* DESCRIPTION OF THE TASK *
Your answer should consist of the lines in the following data that contain "direction".

* THE INPUT *

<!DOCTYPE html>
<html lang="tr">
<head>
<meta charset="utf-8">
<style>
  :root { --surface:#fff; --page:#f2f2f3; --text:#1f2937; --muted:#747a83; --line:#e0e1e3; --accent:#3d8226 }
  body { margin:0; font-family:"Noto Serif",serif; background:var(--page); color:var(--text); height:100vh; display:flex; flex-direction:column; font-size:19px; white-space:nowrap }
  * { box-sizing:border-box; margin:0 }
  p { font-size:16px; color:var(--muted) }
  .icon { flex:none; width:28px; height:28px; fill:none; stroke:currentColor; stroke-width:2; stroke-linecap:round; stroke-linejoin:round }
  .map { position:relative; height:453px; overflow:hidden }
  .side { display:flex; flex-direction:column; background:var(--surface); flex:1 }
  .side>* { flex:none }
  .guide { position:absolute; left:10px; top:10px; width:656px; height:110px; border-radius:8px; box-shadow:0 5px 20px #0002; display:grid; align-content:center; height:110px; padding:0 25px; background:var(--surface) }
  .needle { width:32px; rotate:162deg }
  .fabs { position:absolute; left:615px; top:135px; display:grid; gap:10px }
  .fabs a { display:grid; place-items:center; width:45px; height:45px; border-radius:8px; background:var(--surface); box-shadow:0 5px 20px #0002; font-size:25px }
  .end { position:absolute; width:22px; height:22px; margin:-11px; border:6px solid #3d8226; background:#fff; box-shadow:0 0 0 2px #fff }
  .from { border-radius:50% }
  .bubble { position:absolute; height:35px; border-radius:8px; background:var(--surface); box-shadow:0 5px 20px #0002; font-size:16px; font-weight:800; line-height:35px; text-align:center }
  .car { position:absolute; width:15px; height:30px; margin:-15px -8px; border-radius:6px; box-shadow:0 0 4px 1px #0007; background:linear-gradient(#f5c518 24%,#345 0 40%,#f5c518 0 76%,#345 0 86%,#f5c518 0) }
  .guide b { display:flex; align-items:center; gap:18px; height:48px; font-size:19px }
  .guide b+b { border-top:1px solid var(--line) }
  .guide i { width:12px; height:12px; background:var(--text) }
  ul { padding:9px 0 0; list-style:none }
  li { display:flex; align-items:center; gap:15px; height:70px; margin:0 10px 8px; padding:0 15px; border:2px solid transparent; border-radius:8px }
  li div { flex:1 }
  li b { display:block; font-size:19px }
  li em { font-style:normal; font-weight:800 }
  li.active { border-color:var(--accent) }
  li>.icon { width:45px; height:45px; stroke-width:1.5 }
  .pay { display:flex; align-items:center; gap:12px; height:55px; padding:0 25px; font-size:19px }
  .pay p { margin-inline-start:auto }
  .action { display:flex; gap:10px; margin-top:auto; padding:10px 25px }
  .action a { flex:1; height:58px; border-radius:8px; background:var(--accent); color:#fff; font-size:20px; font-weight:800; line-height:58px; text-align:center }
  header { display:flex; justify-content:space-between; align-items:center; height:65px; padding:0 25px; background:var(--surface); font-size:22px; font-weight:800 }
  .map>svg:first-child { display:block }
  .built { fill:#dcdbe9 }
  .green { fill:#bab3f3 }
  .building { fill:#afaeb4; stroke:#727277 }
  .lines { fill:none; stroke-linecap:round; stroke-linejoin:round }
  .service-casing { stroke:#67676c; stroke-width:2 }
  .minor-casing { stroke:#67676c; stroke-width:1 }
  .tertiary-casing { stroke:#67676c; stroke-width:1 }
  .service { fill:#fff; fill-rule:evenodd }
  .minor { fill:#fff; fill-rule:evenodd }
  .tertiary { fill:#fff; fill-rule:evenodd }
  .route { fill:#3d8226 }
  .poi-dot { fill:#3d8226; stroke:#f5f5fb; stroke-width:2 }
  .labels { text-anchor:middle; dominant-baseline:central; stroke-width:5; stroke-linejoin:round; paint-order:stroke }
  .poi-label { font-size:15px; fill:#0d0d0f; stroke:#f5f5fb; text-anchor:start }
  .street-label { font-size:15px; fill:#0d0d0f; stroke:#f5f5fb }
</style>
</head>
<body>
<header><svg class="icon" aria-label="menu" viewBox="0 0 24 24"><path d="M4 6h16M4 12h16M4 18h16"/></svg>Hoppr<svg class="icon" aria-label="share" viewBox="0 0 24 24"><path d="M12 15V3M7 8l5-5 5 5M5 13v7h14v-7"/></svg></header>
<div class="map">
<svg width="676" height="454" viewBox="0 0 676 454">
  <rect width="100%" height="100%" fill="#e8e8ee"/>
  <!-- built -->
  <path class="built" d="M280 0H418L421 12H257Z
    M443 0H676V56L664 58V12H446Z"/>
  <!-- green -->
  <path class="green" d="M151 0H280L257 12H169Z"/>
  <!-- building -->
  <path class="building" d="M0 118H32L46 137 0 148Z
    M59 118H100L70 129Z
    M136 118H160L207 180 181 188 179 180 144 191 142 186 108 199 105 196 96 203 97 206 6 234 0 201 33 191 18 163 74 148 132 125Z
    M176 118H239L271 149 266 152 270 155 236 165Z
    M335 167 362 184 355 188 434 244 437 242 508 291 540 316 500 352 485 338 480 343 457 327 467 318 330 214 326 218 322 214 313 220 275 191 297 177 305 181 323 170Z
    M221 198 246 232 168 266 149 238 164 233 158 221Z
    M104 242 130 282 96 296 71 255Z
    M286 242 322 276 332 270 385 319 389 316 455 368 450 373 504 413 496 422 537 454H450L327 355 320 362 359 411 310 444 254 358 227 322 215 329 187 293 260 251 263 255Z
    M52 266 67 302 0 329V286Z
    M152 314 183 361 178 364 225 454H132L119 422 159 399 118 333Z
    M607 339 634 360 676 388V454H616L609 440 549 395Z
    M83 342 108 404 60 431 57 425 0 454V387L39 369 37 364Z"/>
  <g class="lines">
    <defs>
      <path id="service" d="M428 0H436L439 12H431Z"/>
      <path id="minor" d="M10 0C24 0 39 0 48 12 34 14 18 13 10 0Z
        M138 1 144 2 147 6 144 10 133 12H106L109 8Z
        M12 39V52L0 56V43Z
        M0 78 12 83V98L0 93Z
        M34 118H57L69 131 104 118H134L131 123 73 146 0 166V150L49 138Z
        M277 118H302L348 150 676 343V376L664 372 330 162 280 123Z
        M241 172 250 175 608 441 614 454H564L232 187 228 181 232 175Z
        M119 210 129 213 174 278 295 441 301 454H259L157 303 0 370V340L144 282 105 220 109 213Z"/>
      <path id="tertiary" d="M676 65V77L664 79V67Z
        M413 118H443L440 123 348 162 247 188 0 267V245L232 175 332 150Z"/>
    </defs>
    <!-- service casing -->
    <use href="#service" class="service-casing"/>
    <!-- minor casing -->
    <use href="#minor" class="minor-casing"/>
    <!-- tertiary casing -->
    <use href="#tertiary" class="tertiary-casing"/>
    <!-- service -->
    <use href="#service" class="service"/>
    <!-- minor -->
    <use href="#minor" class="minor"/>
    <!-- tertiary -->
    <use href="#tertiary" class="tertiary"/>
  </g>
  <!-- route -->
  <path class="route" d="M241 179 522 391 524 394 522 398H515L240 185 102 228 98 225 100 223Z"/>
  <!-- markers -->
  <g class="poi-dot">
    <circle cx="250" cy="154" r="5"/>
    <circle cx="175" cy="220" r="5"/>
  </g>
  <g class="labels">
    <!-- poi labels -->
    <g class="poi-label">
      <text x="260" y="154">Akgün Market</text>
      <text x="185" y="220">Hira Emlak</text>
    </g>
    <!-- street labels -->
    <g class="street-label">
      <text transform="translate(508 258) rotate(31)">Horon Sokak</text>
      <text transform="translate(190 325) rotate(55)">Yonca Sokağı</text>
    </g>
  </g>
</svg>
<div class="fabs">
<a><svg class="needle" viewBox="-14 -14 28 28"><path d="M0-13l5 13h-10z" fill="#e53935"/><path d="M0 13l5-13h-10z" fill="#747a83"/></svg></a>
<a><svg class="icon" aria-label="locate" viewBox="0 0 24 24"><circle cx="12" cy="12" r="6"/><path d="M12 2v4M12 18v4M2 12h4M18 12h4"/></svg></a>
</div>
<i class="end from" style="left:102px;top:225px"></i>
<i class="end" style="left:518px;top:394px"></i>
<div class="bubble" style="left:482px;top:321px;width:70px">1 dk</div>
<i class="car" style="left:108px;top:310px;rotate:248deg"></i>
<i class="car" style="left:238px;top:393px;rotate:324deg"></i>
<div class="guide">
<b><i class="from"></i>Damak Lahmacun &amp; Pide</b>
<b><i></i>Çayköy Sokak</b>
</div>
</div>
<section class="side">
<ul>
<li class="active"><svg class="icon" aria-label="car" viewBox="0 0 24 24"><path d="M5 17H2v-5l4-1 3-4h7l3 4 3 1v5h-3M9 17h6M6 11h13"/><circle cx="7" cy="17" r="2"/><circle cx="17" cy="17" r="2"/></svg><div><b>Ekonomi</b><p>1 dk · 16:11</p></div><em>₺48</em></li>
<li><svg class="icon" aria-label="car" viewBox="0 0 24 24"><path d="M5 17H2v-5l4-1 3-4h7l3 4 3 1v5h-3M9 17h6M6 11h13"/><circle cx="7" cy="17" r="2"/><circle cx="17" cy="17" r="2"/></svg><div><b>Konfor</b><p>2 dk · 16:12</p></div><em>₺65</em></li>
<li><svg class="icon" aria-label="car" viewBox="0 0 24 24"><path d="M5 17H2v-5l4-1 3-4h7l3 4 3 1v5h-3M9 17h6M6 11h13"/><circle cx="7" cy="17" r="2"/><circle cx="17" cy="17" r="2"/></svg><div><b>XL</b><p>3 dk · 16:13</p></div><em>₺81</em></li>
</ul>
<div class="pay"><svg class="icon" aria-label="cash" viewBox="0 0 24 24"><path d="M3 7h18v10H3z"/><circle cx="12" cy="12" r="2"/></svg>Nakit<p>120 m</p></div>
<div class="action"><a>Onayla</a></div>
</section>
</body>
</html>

* ANSWER TO THE EXERCISE *
  body { margin:0; font-family:"Noto Serif",serif; background:var(--page); color:var(--text); height:100vh; display:flex; flex-direction:column; font-size:19px; white-space:nowrap }
  .side { display:flex; flex-direction:column; background:var(--surface); flex:1 }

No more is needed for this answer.